Et puis je n'aurais pas pu.
C'était tellement plus simple d'écouter.
Mèl non plus ne disait rien.
Mutique autant que moi.
Et souriante.
Vers 20h, on était toutes les deux en train de mourir de faim.
Alors on est allé manger du poulet dans un fast food.
Juste elle et moi.
Dehors il faisait froid.
Elle m'a emmené chez elle.
J'aurais voulu qu'elle vienne dormir chez moi, mais c'était compliqué pour elle.
C'est dur de partir de quelqu'un en pleine nuit.
Surtout quand dehors il fait froid.
Et pourtant, à 1h du matin, je suis partie.
Je n'avais pas mes affaires de cours, c'était pas sérieux de rester.
Pourtant j'avais pas sommeil.
Ma tête était pleine de pensées.
D'agitation.
J'étais tellement bien dans ses bras.
A embrasser chaque centimètre de sa peau.
Mes mains étaient encore pleine de son odeur.
Mon corps était dans mon lit, mais moi j'étais restée chez elle.
J'ai mis 3h à m'endormir.
Autant dire que le cours d'italien de 8h, j'y suis pas allée.
C'était mathématiquement impossible.
Quand j'ai ouvert les yeux, j'ai eu mal au coeur.
Dans mes rêves, il y avait le prof blond.
Il était là, presque réel, ses yeux bleus et son sourire, et moi qui le suivait, et lui qui m'échappait, et la nuit qui tombait, il avait disparu.
Aie.
La journée m'a paru terriblement longue.
Tout me ramenait à lui.
Mes potes de cours (les mêmes que l'an dernier).
Les cours en eux-même.
La fac.
La vie.
L'univers.
Bref.
Et mes sentiments étaient soudainement aussi fort qu'auparavant.
Aussi fort que quand je ne vivais que dans l'attente de le revoir, chaque semaine.
Quand plus rien n'avait d'importance à part ce qui me ramenait à lui
Mèl m'écrivait des textos.
Elle m'a dit "I miss you".
Je m'en voulais un peu.
Parce que Mèl est sincère avec moi, elle me raconte pour son ex, elle me dévoile ses pensées.
Transparente, honnête. Optimiste.
Et moi je suis un gros mur en béton.
Je ne dis rien.
J'écoute en silence.
Et je garde en moi mes sentiments.
Je garde pour moi mes pensées.
"Ne touchez pas, c'est à moi, ça m'appartient".
J'ai pensé au prof toute la journée.
J'ai souhaité que la nuit arrive vite, qu'elle efface l'ancien rêve par un nouveau.
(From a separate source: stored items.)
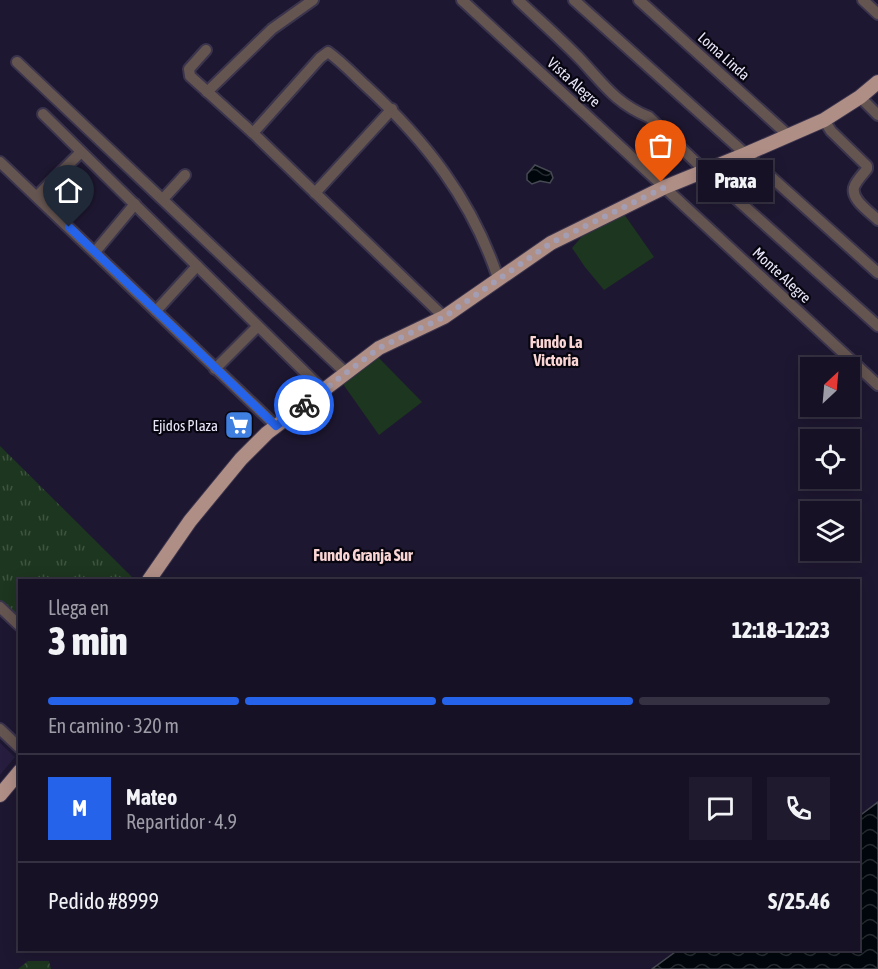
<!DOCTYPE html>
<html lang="es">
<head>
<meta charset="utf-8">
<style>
  :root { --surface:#161125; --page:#1f1a2d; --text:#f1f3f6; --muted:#9e9da7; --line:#353142; --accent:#2563eb }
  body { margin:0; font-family:"Asap Condensed",sans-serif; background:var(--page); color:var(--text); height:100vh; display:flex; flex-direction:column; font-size:22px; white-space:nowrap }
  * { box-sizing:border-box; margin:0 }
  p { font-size:20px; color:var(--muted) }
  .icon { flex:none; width:33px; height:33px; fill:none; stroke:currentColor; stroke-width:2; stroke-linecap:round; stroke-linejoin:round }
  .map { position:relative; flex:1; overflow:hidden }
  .panel { position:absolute; left:18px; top:579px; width:842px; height:372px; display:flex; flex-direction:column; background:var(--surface); border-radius:0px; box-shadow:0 3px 15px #0003,0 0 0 2px var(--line) }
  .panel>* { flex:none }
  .needle { width:39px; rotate:26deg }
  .controls { position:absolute; left:800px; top:357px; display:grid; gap:12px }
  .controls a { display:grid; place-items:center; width:60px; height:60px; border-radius:0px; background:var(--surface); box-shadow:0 3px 15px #0003,0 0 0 2px var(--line); font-size:30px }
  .pin { position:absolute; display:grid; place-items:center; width:51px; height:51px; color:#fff; margin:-62px -26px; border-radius:50% 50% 50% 0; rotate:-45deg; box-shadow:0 0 6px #0007 }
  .pin .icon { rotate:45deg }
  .courier { position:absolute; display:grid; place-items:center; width:60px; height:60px; margin:-30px; border:4px solid #2563eb; border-radius:50%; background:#fff; color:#222; box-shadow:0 2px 8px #0007 }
  .bubble { position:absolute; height:42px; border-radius:0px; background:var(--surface); box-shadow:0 3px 15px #0003,0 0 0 2px var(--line); font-size:20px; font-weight:800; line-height:42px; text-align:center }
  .head em { font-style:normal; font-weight:800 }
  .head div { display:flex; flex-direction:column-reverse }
  .head { display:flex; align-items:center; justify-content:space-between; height:102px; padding:0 30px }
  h1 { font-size:39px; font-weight:800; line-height:45px }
  .bar { display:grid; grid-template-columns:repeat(4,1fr); gap:9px 6px; align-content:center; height:72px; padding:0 30px }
  .bar i { height:8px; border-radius:4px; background:var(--line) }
  .bar .current { background:var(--accent) }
  .bar p { grid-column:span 4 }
  .line { display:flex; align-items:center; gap:15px; padding:0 30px; border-top:2px solid var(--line) }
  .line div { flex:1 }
  .round { display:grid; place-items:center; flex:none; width:63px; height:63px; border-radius:0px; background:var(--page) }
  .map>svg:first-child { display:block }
  .built { fill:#271e3f }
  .grass { fill:url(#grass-tufts) }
  .forest { fill:url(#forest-crowns) }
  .pitch { fill:#1d361f }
  .water { fill:url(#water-waves); stroke:#464a53; stroke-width:1.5 }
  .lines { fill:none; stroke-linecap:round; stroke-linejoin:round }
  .minor-casing { stroke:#3b344d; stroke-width:14 }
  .major-casing { stroke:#3b344d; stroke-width:16 }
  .minor { stroke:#655551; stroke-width:10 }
  .major { stroke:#af8e86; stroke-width:14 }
  .done { stroke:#a39eb3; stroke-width:6; stroke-dasharray:0 10.8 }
  .route { stroke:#2563eb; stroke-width:8 }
  .labels { text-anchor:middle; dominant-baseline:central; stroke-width:4.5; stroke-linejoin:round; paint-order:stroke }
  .street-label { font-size:15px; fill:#eae6f9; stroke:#07050f }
  .poi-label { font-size:15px; fill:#eae6f9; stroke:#07050f; text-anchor:end }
  .neighbourhood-label { font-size:16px; font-weight:bold; fill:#f9d5d4; stroke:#07050f }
</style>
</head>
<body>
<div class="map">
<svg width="878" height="969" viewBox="0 0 878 969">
  <defs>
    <pattern id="grass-tufts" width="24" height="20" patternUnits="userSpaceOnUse" patternTransform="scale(1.5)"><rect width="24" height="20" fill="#1d361f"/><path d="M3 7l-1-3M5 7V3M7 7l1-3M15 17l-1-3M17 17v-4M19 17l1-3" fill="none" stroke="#3e5340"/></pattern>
    <pattern id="forest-crowns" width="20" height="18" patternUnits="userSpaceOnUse" patternTransform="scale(1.5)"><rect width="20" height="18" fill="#1d361f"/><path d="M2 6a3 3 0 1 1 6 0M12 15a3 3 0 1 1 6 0" fill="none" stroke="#3e5340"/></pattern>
    <pattern id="water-waves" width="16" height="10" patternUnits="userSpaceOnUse" patternTransform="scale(1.5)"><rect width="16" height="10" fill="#00070c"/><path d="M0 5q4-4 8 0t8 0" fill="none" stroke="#252b30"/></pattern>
  </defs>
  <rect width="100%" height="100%" fill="#1e1731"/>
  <path class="built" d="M0,743L15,757L0,775Z"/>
  <path class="grass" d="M0,446L135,580H20L19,621L0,602Z"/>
  <path class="forest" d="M28,961H49L51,969H18Z"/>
  <g class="pitch">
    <path d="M624,214L654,257L604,290L585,267L572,248L584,234Z"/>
    <path d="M378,357L422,402L379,435L343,384Z"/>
  </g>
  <g class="water">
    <path d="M535,165L551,172L553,178L550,183L540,181L532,184L527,180V174Z"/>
    <path d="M878,802V969H652L678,950H858V817Z"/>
  </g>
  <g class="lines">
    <g class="minor-casing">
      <g id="minor">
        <path d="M462,0L878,385"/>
        <path d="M518,0C539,20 562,40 582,61C604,85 617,104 649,117L704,170L878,326"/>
        <path d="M574,0L878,273"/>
        <path d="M639,0L789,136"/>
        <path d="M863,0L878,14"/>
        <path d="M206,50L189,69L190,76L253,133L444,317"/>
        <path d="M17,62L346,373"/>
        <path d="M207,92L272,29L313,0"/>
        <path d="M860,97L878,115"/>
        <path d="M43,114L323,390"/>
        <path d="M824,120L831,131L867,166V169C863,174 858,179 855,185C848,198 870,212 878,220"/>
        <path d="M253,133L320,58L328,52C342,62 354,75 366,86C426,141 472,200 498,278"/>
        <path d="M0,162L276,426"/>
        <path d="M315,193L392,109"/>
        <path d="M37,196L81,152"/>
        <path d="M163,199L185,175"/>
        <path d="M95,252L135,204"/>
        <path d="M156,311L197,266"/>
        <path d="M215,369L257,327"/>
        <path d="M0,607L20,626"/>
        <path d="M0,729L20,748"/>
      </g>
    </g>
    <g class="major-casing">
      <g id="major">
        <path d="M149,580L190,521L241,459L267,433L379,348L444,317L551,243L665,187L746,154L824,120L860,97L878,82"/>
        <path d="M0,795L20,771"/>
      </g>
    </g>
    <use href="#minor" class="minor"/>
    <use href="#major" class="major"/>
  </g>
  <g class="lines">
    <path class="done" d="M304,405L379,348L444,317L551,243L665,187L661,182"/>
    <path class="route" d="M69,227L276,426L304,405"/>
  </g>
  <defs>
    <g id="supermarket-square" transform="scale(1.5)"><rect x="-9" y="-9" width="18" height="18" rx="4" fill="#3f7fe0" stroke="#07050f"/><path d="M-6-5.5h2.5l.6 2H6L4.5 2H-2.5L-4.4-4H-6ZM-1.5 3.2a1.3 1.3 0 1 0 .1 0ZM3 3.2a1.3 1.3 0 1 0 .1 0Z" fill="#fff"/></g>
  </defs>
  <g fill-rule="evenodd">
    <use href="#supermarket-square" x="239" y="425"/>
  </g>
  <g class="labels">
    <g class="street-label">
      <text transform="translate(724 56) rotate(42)">Loma Linda</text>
      <text transform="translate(574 82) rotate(42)">Vista Alegre</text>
      <text transform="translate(782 275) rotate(43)">Monte Alegre</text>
    </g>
    <g class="poi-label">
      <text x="218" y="425">Ejidos Plaza</text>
    </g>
    <g class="neighbourhood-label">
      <text x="556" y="342">Fundo La<tspan x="556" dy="18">Victoria</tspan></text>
      <text x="363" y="555">Fundo Granja Sur</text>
    </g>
  </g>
</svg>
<div class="controls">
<a><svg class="needle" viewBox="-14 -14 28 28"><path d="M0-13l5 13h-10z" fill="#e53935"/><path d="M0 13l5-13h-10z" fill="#9e9da7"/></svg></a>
<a><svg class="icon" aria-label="locate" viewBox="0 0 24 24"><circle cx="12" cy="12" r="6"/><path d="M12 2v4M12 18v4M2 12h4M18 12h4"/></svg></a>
<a><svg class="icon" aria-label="layers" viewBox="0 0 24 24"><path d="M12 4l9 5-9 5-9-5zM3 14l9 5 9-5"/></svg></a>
</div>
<div class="pin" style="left:661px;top:182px;background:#ea580c"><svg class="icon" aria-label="bag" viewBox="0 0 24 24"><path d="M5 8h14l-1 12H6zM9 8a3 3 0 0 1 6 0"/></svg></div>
<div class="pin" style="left:69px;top:227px;background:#1f2937"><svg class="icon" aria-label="home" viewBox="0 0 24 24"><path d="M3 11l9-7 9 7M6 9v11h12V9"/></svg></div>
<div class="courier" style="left:304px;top:405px"><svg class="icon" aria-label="bike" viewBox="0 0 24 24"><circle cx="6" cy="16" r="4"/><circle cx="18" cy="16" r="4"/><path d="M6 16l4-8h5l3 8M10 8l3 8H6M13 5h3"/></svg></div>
<div class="bubble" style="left:698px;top:160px;width:75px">Praxa</div>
<section class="panel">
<div class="head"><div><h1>3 min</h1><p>Llega en</p></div><em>12:18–12:23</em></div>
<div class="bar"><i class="current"></i><i class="current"></i><i class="current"></i><i></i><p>En camino · 320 m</p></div>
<div class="line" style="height:108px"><b class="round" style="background:var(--accent);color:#fff">M</b><div><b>Mateo</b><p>Repartidor · 4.9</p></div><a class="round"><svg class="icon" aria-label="chat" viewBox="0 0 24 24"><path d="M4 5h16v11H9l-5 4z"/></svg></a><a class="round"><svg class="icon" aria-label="phone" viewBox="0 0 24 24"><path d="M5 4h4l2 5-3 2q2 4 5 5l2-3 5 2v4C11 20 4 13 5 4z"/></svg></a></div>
<div class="line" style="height:78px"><div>Pedido #8999</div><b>S/25.46</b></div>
</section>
</div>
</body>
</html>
Mais le lendemain, j'y pensais encore.
Et l'envie d'aller le voir jeudi soir prochain me bouffait de l'intérieur.
Pourtant, jeudi soir, avec Mèl on avait prévu de passer la soirée ensemble.
Parce que c'est le seul soir de libre qu'on a en commun avant un moment.
J'voulais qu'on regarde des films, j'voulais qu'il y ait à nouveau son odeur sur mes mains.
Mais il suffit d'un rêve.
Un rêve qui créer des ordres.
Depuis ce rêve, j'ai mal au ventre.
J'ai besoin d'aller le voir, juste 10 minutes.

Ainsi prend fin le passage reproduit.